Für das Dorschblinkern im tieferen Wasser nehme ich gerne die Blinker von Fladen. Die schweren Varianten gibt es in 40 und 60 g. Ich selbst habe bislang nur die 40 g gefischt. Die Blinker sind nicht nur schwer sondern auch sehr kompakt.
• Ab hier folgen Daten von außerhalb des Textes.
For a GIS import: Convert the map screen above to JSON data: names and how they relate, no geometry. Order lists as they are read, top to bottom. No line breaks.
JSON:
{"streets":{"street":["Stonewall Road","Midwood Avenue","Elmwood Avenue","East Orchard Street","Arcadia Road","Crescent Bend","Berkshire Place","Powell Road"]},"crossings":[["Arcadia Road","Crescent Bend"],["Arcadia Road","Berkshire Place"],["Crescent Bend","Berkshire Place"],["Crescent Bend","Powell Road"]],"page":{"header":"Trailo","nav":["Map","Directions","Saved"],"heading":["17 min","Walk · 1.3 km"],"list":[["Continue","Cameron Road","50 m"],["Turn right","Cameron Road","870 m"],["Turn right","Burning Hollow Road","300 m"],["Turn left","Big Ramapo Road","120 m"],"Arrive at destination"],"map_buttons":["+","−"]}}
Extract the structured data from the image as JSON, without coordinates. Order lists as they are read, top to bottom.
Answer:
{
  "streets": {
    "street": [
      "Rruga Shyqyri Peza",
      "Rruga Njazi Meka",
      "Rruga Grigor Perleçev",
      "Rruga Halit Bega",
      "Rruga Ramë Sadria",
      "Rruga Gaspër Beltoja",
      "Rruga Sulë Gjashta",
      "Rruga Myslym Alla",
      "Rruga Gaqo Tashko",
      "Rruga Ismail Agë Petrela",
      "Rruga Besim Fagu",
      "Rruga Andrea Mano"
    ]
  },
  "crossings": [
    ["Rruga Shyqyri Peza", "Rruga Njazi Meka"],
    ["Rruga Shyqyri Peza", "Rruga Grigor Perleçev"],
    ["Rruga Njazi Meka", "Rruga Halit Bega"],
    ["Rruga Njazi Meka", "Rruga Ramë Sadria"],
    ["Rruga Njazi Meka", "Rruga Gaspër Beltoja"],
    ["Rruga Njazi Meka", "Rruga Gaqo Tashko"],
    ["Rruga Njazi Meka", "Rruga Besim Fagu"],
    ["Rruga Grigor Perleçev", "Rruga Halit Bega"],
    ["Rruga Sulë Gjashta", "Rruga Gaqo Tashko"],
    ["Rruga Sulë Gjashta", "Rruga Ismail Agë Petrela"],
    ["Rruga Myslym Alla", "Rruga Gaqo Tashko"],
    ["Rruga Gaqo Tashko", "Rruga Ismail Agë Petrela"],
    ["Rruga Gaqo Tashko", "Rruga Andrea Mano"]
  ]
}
Zudem sind sie auch noch recht preiswert.

https://www.pilker-discount.de/epages/78112762.sf/de_DE/?ObjectPath=/Shops/78112762/Products/16-20

https://www.pilker-discount.de/epages/78112762.sf/de_DE/?ObjectPath=/Shops/78112762/Products/20-211B

Gruß

Tomasz


----------



## Dingsens (9. Oktober 2020)

Moinsen!

Ich nutze vom Boot/Kutter gern den Falkfish Gno in 38g, der ist schön kompakt und kommt schnell zum Grund.
Diese Fladen Torsk Apparillos (Link von Tomasz) funktionieren aber auch richtig gut.
Allerdings rüste ich immer auf Gamakatsu Circle Hook 2/0 und doppelten Sprengring um, das minimiert die Hackergefahr erheblich.


----------



## 50er-Jäger (10. Oktober 2020)

Tomasz schrieb:


> Für das Dorschblinkern im tieferen Wasser nehme ich gerne die Blinker von Fladen. Die schweren Varianten gibt es in 40 und 60 g. Ich selbst habe bislang nur die 40 g gefischt. Die Blinker sind nicht nur schwer sondern auch sehr kompakt. Zudem sind sie auch noch recht preiswert.
> 
> https://www.pilker-discount.de/epages/78112762.sf/de_DE/?ObjectPath=/Shops/78112762/Products/16-20
> 
> ...



Das sieht Bombe aus, den in 60g und Hot Orange der Hammer...


----------



## ragbar (11. Oktober 2020)

Der Köder ist okay,ich würde aber die Drillinge Und Splits tauschen, weil sieht auf dem Foto nach Junk aus. Die Lackierung dürfte auf dem Qualiniveau auch nicht lange halten.


----------



## Tomasz (12. Oktober 2020)

ragbar schrieb:


> Der Köder ist okay,ich würde aber die Drillinge Und Splits tauschen, weil sieht auf dem Foto nach Junk aus. Die Lackierung dürfte auf dem Qualiniveau auch nicht lange halten.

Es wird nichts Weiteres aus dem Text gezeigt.